DATA ->
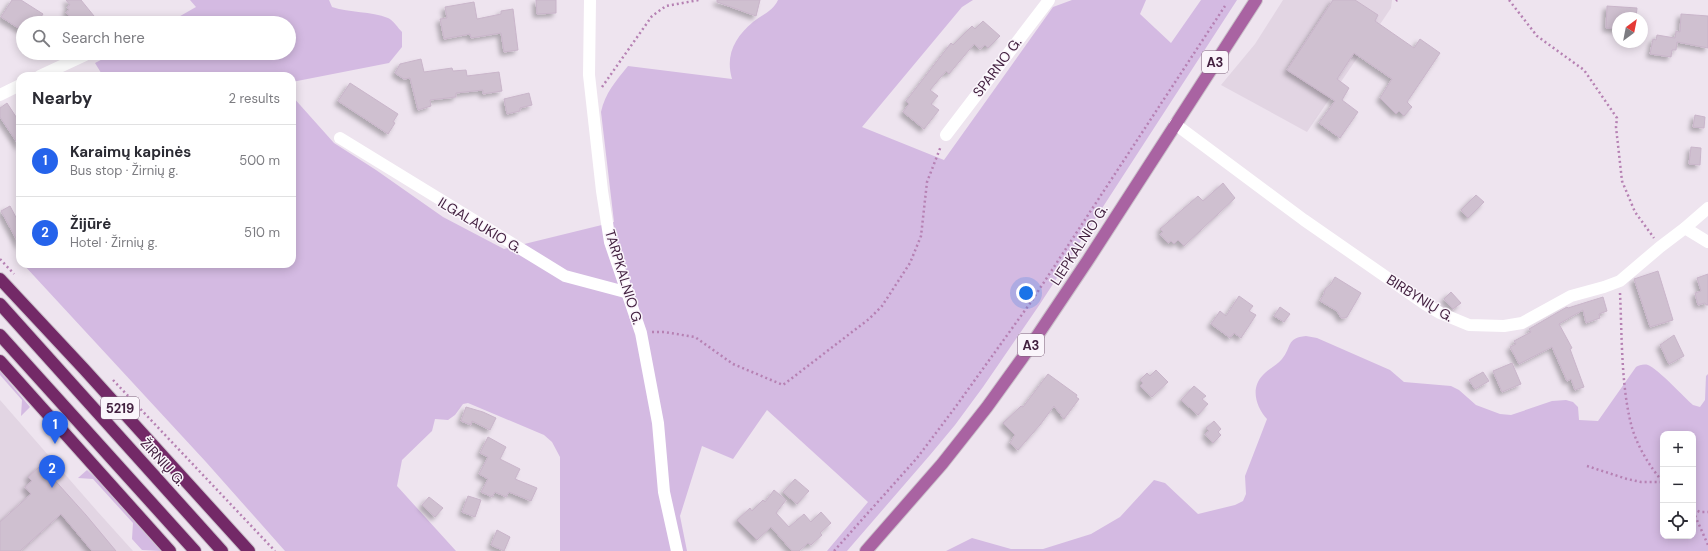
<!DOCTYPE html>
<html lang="en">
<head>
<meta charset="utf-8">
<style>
  body { margin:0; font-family:"DM Sans",sans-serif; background:#f7f7f7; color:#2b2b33 }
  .controls { position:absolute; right:12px; bottom:12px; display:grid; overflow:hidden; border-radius:8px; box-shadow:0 2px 10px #0003 }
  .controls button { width:36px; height:36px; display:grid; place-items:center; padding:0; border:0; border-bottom:1px solid #e1e1e2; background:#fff; color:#2b2b33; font:20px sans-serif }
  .compass { position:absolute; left:1612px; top:12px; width:36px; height:36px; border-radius:50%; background:#fff; box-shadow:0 2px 10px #0003; rotate:32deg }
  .you { position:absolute; left:1026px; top:293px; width:14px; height:14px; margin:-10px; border:3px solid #fff; border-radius:50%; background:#1a73e8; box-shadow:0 0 0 6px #1a73e833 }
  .badge { display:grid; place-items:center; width:26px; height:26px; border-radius:50%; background:#2563eb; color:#fff; font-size:13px; font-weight:700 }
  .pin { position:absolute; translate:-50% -33px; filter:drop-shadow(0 1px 2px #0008) }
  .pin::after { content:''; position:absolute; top:21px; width:14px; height:12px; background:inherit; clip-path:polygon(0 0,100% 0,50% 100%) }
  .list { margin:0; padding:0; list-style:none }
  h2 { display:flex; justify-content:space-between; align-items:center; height:52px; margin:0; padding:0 16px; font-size:17px }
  h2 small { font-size:13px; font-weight:400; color:#7c7c81 }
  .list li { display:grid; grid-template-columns:26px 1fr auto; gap:12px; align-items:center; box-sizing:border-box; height:72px; padding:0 16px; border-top:1px solid #e1e1e2 }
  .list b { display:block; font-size:15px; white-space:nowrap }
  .list p { margin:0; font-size:13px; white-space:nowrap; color:#7c7c81 }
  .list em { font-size:13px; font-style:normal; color:#7c7c81 }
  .icon { flex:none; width:22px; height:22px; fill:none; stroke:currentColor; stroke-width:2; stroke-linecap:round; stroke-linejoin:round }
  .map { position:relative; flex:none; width:1708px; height:551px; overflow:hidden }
  .search { position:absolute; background:#fff; box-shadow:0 2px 10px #0003; left:16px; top:16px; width:280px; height:44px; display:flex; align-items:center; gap:10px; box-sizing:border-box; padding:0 14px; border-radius:22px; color:#7c7c81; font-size:15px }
  .panel { position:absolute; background:#fff; box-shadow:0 2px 10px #0003; left:16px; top:72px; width:280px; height:196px; border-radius:12px }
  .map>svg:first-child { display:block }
  .built { fill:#e2d5e3 }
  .green { fill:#d4bae2; fill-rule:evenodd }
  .building { fill:#cfc0d0; stroke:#c9b5ca; filter:url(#shadow) }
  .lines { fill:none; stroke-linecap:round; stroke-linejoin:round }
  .primary-casing { stroke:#cac1ca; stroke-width:14 }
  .highway-casing { stroke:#cac1ca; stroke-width:14 }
  .path { stroke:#b681b3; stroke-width:2.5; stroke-dasharray:2 3; stroke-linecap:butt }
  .street { stroke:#fff; stroke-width:12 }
  .primary { stroke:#a963a2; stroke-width:12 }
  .highway { stroke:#732967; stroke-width:12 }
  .labels { text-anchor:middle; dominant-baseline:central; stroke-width:3; stroke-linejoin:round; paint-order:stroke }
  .shield { fill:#faf5fb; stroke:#7a6178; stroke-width:1 }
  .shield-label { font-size:13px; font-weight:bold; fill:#432140 }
  .street-label { font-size:14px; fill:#432140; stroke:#faf5fb }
</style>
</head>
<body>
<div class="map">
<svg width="1708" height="551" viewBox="0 0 1708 551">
  <defs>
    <filter id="shadow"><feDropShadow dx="-3.5" dy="3.5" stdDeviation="2" flood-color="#0004"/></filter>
  </defs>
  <rect width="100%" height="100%" fill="#eee4ef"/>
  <!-- built -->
  <g class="built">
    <polygon points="1283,0 1392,0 1391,8 1307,132 1221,85 1255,44"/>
    <polygon points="0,400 97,511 133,551 0,551"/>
  </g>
  <!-- green -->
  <g class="green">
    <path d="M190 0H329L332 7C350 13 371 11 388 18 393 20 398 28 402 32V47L389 63 292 82V76H103L95 63 114 53H289V23H168L196 7Z"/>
    <path d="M778 0H973L962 7 862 127 944 160 1053 7 1072 0H1146L1140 14 1171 43 1201 0H1237L1040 304 983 387 955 425 930 455 847 551H827L868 502 767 410 733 459 702 446 680 516 687 551H560V457L552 442 544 435 468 403 463 404 455 415 448 420 435 419 432 431 402 460 397 486 456 551H285L206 462 23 264H292V96L334 143 376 170 443 217 504 249 614 222 601 112C605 93 616 81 628 66L732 79C725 55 735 37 753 22 762 15 773 11 778 0Z"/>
    <path d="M1306 336 1317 338 1390 370 1404 382 1451 386 1459 390 1476 405 1500 414 1511 415 1552 401 1566 400 1573 402 1578 407 1579 420 1598 421 1636 367C1639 365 1644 364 1648 365 1658 369 1684 397 1693 405L1700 407 1705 400 1706 376 1708 374V551H946L972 538 1011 549H1043L1091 534 1120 517 1154 480 1165 483 1198 514 1235 505 1243 501 1246 494 1245 476 1267 419C1256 407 1250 388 1263 375 1268 369 1276 366 1282 359 1292 347 1286 338 1306 336ZM1663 434H1693V536H1663Z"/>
    <polygon points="0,371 30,407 21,416 22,400 0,375"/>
    <polygon points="87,470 97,479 161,551 142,550 132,539 133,523 93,479 78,478"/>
  </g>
  <!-- building -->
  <g class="building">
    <polygon points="12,0 21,0 43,14 37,23 23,23 23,31 1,17"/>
    <polygon points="66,0 81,0 94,16 86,23 59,23 69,16 66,12 69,10 67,7 70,5"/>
    <polygon points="536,0 556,0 556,13 537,14"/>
    <polygon points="717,0 760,0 756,16 717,2"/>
    <polygon points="1333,0 1355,0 1378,15 1375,21 1414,48 1420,39 1440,53 1407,102 1412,107 1404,116 1399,111 1396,114 1380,98 1392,79 1354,53 1337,79 1349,88 1342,100 1358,112 1340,138 1319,123 1335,101 1287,70"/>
    <polygon points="474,2 477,19 501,14 501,11 513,9 518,50 504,52 501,33 471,38 470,34 444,39 440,19 447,18 445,7"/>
    <polygon points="1607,6 1637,8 1636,18 1618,18 1618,29 1606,28"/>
    <polygon points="1681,14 1708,16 1708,48 1677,42 1676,50 1672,50 1671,57 1650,54 1653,39 1656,40 1657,35 1675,38 1676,31 1680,32"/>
    <polygon points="983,21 1000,36 988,48 985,45 980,49 974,44 949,74 946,71 930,90 938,96 931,104 939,110 924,129 903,112 909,104 906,101 951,43 953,45 972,26 975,29"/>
    <polygon points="421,59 424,72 452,68 453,71 466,70 467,76 499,72 502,91 483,94 483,90 456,93 456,97 430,100 431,106 418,110 410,78 404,79 395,73 400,64"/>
    <polygon points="350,83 398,114 393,122 395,123 388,134 338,101"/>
    <polygon points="529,93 532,105 520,108 520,111 507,114 504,99"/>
    <polygon points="7,103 20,123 20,147 0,117 0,108"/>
    <polygon points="1695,115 1705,117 1704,128 1693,127"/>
    <polygon points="1691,147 1701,148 1700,165 1689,164"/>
    <polygon points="1223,183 1235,198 1184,246 1178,240 1174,244 1171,241 1168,243 1160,234 1163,232 1160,229 1198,196 1203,201"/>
    <polygon points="1476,195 1484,202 1468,218 1461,210"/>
    <polygon points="10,206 20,225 20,246 1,211"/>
    <polygon points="1658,271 1673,320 1650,327 1634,279"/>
    <polygon points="1708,274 1708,305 1706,305 1705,303 1698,305 1695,293 1701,291 1697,278"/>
    <polygon points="1335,277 1361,293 1347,317 1345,318 1341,318 1337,311 1320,301 1324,294 1325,289 1331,284"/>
    <polygon points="1451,292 1461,303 1453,309 1444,299"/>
    <polygon points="1239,296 1253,306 1249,311 1256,315 1241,338 1234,333 1230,338 1211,324 1220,311 1226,316"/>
    <polygon points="1603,297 1607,311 1599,314 1600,318 1586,323 1583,310 1559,324 1572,348 1570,349 1584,387 1575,390 1571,379 1567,381 1552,347 1519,364 1510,347 1516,344 1514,341 1531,332 1529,329 1567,307 1568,308"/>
    <polygon points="1280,307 1290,314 1284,322 1274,316"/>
    <polygon points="1674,335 1684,356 1669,364 1660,345"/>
    <polygon points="1512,363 1521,384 1502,392 1493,371"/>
    <polygon points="1156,370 1168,382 1152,397 1140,386 1143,383 1140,380 1147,373 1150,376"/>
    <polygon points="1483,372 1489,381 1475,389 1469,380"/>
    <polygon points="1048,374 1077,395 1076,397 1079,399 1064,419 1054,406 1040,425 1018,450 1010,443 1015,435 1003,423 1021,406 1023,407"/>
    <polygon points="1194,386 1206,396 1202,399 1208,404 1198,415 1181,400"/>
    <polygon points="466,407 483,412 496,418 490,430 472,421 471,425 461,421"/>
    <polygon points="1214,421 1221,429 1218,432 1221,435 1213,443 1205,434 1209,431 1206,428"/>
    <polygon points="488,437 506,447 500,459 520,469 515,479 537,488 531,501 509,492 506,497 495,492 492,497 481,492 488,479 479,474 488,457 480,453"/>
    <polygon points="41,465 86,515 116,551 92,551 61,514 20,551 0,551 0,522 31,494 25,487 32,481 28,477"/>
    <polygon points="795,479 809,491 797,504 783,492"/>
    <polygon points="774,490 786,500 776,513 789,527 804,514 811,522 821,512 831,523 820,533 822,535 811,545 808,543 799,551 792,551 771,527 757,540 737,520 750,508 752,511 763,500 765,502"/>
    <polygon points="468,496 481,500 475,517 462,512"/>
    <polygon points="429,497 443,508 435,517 422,505"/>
    <polygon points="497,530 510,537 504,551 491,545"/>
  </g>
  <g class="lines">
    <!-- primary casing -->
    <g class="primary-casing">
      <polyline id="primary" points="866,551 942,464 987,407 1023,357 1088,260 1256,0"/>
    </g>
    <!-- highway casing -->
    <g class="highway-casing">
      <g id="highway">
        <polyline points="0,279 84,369 249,551"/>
        <polyline points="0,304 222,551"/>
        <polyline points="0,335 195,551"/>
        <polyline points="0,361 170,551"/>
      </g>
    </g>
    <!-- path -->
    <g class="path">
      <polyline points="1509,0 1537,36 1584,70 1617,118 1616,127 1622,181 1635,212 1654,238"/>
      <polyline points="1396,1 1397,0"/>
      <polyline points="602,87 652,16 666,6 699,0"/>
      <polyline points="0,259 14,274"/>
      <path d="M1620 293C1622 335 1621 384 1631 424 1636 444 1649 466 1663 482"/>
      <polyline points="652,332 664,332 695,337 733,364 783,385 869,319 882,306 910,263 921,236 927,182 941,146"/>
      <polyline points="113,380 275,551"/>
      <polyline points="1587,466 1627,479 1641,482 1661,482"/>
      <polyline points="1693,509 1700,512 1708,512"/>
      <polyline points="1693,511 1708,545"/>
      <polyline points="834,551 917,458 954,409 1031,302 1225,6"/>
    </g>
    <!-- street -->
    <g class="street">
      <polyline points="590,0 589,75 602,191 610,242 641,333 658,423 664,492 677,551"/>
      <polyline points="40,76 85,55"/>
      <polyline points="0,95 20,85"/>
      <polyline points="1175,124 1304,220 1425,304 1440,313 1469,325 1504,326 1522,323 1571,296 1604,287 1620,281 1660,247 1685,228 1708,208"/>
      <polyline points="946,135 1049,0"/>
      <polyline points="340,138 565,276 629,293"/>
      <polyline points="1685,228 1708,242"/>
    </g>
    <!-- primary -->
    <use href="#primary" class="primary"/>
    <!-- highway -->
    <use href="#highway" class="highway"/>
  </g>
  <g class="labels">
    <!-- shield labels -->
    <g class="shield">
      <rect x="1202" y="51" width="26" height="22" rx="3"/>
      <rect x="1018" y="334" width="26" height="22" rx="3"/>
      <rect x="101" y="397" width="38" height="22" rx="3"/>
    </g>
    <g class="shield-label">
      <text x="1215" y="62">A3</text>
      <text x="1031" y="345">A3</text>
      <text x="120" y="408">5219</text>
    </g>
    <!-- street labels -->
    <g class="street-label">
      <text transform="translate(997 67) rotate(-53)">SPARNO G.</text>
      <text transform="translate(480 225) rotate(31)">ILGALAUKIO G.</text>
      <text transform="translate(1079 245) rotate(-57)">LIEPKALNIO G.</text>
      <text transform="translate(624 277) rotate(73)">TARPKALNIO G.</text>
      <text transform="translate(1420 298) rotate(32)">BIRBYNIŲ G.</text>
      <text transform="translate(163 462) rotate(48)">ŽIRNIŲ G.</text>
    </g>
  </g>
</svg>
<div class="controls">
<button>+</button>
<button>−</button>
<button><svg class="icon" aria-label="locate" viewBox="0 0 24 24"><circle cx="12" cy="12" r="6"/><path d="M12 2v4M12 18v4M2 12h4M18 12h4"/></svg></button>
</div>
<svg class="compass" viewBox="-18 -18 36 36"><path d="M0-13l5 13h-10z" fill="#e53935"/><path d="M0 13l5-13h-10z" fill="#7c7c81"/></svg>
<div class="you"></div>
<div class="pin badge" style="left:55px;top:444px">1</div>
<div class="pin badge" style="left:52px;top:488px">2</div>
<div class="search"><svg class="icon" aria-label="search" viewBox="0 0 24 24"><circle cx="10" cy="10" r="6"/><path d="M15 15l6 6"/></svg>Search here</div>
<section class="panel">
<h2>Nearby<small>2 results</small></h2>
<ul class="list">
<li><span class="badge">1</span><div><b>Karaimų kapinės</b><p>Bus stop · Žirnių g.</p></div><em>500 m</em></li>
<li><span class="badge">2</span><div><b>Žijūrė</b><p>Hotel · Žirnių g.</p></div><em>510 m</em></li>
</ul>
</section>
</div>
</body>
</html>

WORK ITEM ->
Within the records above, how many lines include the word "linejoin"? State the number by itself.

ANSWER TO THIS EXERCISE ->
3